» Exercise:
All records below are to be set down exactly, each character intact.

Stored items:
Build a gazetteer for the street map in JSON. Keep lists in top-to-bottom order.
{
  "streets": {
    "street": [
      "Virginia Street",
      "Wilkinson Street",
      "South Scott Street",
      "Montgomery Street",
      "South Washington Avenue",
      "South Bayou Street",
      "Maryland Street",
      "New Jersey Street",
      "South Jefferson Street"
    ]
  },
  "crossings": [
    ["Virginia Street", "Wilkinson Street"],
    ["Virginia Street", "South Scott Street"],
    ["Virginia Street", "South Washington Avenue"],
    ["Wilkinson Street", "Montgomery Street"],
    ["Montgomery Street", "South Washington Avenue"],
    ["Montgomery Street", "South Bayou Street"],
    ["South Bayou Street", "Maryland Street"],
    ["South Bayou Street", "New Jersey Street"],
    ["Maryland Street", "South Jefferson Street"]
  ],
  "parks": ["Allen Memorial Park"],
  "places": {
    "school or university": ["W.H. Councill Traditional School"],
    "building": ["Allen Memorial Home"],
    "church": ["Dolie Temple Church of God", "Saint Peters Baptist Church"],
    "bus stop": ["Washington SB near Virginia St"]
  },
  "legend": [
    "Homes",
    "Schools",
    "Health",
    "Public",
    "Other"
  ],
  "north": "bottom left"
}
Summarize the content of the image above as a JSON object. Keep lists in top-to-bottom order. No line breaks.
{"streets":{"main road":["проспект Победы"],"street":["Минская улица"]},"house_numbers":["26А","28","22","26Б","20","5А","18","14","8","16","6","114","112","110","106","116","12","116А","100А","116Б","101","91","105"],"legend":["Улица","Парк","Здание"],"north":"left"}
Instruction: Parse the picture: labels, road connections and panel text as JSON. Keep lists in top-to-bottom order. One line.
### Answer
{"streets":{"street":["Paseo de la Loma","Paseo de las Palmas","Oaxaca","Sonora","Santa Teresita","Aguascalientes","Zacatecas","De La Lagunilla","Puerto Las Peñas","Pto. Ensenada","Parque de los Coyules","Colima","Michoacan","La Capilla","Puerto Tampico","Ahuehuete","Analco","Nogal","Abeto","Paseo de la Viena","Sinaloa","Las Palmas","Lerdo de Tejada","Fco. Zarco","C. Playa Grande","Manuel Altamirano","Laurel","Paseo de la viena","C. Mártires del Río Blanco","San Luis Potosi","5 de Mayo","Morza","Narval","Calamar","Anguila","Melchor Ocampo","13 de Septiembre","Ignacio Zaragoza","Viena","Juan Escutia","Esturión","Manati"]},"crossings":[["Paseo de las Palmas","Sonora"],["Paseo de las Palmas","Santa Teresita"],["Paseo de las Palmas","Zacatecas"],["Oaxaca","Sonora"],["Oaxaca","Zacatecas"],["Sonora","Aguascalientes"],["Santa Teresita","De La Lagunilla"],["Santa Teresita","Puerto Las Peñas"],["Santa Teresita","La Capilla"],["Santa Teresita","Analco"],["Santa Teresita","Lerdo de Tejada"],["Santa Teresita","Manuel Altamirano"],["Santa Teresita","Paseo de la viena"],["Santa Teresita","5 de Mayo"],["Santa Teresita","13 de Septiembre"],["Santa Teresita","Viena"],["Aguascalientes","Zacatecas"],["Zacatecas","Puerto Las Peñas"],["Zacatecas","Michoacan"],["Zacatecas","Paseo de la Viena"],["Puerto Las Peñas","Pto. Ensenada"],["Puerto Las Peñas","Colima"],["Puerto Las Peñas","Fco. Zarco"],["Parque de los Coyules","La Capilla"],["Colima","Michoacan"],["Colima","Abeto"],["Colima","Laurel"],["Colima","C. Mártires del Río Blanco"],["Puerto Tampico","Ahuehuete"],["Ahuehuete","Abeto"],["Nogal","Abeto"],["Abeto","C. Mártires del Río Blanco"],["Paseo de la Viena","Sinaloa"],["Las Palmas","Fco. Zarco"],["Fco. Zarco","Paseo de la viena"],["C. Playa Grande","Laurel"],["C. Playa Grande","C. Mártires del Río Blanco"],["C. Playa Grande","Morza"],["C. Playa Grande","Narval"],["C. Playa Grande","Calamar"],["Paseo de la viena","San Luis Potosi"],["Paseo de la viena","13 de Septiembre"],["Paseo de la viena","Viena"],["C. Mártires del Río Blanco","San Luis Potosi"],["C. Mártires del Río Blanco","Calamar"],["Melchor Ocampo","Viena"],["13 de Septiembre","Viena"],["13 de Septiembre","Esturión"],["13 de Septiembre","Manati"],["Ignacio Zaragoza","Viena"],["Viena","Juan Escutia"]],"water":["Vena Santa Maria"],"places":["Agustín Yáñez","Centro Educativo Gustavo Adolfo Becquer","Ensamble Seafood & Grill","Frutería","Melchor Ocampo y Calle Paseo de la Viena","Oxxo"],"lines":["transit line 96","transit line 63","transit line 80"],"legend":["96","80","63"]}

» Written solution:
Build a gazetteer for the street map in JSON. Keep lists in top-to-bottom order.
{
  "streets": {
    "street": [
      "Virginia Street",
      "Wilkinson Street",
      "South Scott Street",
      "Montgomery Street",
      "South Washington Avenue",
      "South Bayou Street",
      "Maryland Street",
      "New Jersey Street",
      "South Jefferson Street"
    ]
  },
  "crossings": [
    ["Virginia Street", "Wilkinson Street"],
    ["Virginia Street", "South Scott Street"],
    ["Virginia Street", "South Washington Avenue"],
    ["Wilkinson Street", "Montgomery Street"],
    ["Montgomery Street", "South Washington Avenue"],
    ["Montgomery Street", "South Bayou Street"],
    ["South Bayou Street", "Maryland Street"],
    ["South Bayou Street", "New Jersey Street"],
    ["Maryland Street", "South Jefferson Street"]
  ],
  "parks": ["Allen Memorial Park"],
  "places": {
    "school or university": ["W.H. Councill Traditional School"],
    "building": ["Allen Memorial Home"],
    "church": ["Dolie Temple Church of God", "Saint Peters Baptist Church"],
    "bus stop": ["Washington SB near Virginia St"]
  },
  "legend": [
    "Homes",
    "Schools",
    "Health",
    "Public",
    "Other"
  ],
  "north": "bottom left"
}
Summarize the content of the image above as a JSON object. Keep lists in top-to-bottom order. No line breaks.
{"streets":{"main road":["проспект Победы"],"street":["Минская улица"]},"house_numbers":["26А","28","22","26Б","20","5А","18","14","8","16","6","114","112","110","106","116","12","116А","100А","116Б","101","91","105"],"legend":["Улица","Парк","Здание"],"north":"left"}
Instruction: Parse the picture: labels, road connections and panel text as JSON. Keep lists in top-to-bottom order. One line.
### Answer
{"streets":{"street":["Paseo de la Loma","Paseo de las Palmas","Oaxaca","Sonora","Santa Teresita","Aguascalientes","Zacatecas","De La Lagunilla","Puerto Las Peñas","Pto. Ensenada","Parque de los Coyules","Colima","Michoacan","La Capilla","Puerto Tampico","Ahuehuete","Analco","Nogal","Abeto","Paseo de la Viena","Sinaloa","Las Palmas","Lerdo de Tejada","Fco. Zarco","C. Playa Grande","Manuel Altamirano","Laurel","Paseo de la viena","C. Mártires del Río Blanco","San Luis Potosi","5 de Mayo","Morza","Narval","Calamar","Anguila","Melchor Ocampo","13 de Septiembre","Ignacio Zaragoza","Viena","Juan Escutia","Esturión","Manati"]},"crossings":[["Paseo de las Palmas","Sonora"],["Paseo de las Palmas","Santa Teresita"],["Paseo de las Palmas","Zacatecas"],["Oaxaca","Sonora"],["Oaxaca","Zacatecas"],["Sonora","Aguascalientes"],["Santa Teresita","De La Lagunilla"],["Santa Teresita","Puerto Las Peñas"],["Santa Teresita","La Capilla"],["Santa Teresita","Analco"],["Santa Teresita","Lerdo de Tejada"],["Santa Teresita","Manuel Altamirano"],["Santa Teresita","Paseo de la viena"],["Santa Teresita","5 de Mayo"],["Santa Teresita","13 de Septiembre"],["Santa Teresita","Viena"],["Aguascalientes","Zacatecas"],["Zacatecas","Puerto Las Peñas"],["Zacatecas","Michoacan"],["Zacatecas","Paseo de la Viena"],["Puerto Las Peñas","Pto. Ensenada"],["Puerto Las Peñas","Colima"],["Puerto Las Peñas","Fco. Zarco"],["Parque de los Coyules","La Capilla"],["Colima","Michoacan"],["Colima","Abeto"],["Colima","Laurel"],["Colima","C. Mártires del Río Blanco"],["Puerto Tampico","Ahuehuete"],["Ahuehuete","Abeto"],["Nogal","Abeto"],["Abeto","C. Mártires del Río Blanco"],["Paseo de la Viena","Sinaloa"],["Las Palmas","Fco. Zarco"],["Fco. Zarco","Paseo de la viena"],["C. Playa Grande","Laurel"],["C. Playa Grande","C. Mártires del Río Blanco"],["C. Playa Grande","Morza"],["C. Playa Grande","Narval"],["C. Playa Grande","Calamar"],["Paseo de la viena","San Luis Potosi"],["Paseo de la viena","13 de Septiembre"],["Paseo de la viena","Viena"],["C. Mártires del Río Blanco","San Luis Potosi"],["C. Mártires del Río Blanco","Calamar"],["Melchor Ocampo","Viena"],["13 de Septiembre","Viena"],["13 de Septiembre","Esturión"],["13 de Septiembre","Manati"],["Ignacio Zaragoza","Viena"],["Viena","Juan Escutia"]],"water":["Vena Santa Maria"],"places":["Agustín Yáñez","Centro Educativo Gustavo Adolfo Becquer","Ensamble Seafood & Grill","Frutería","Melchor Ocampo y Calle Paseo de la Viena","Oxxo"],"lines":["transit line 96","transit line 63","transit line 80"],"legend":["96","80","63"]}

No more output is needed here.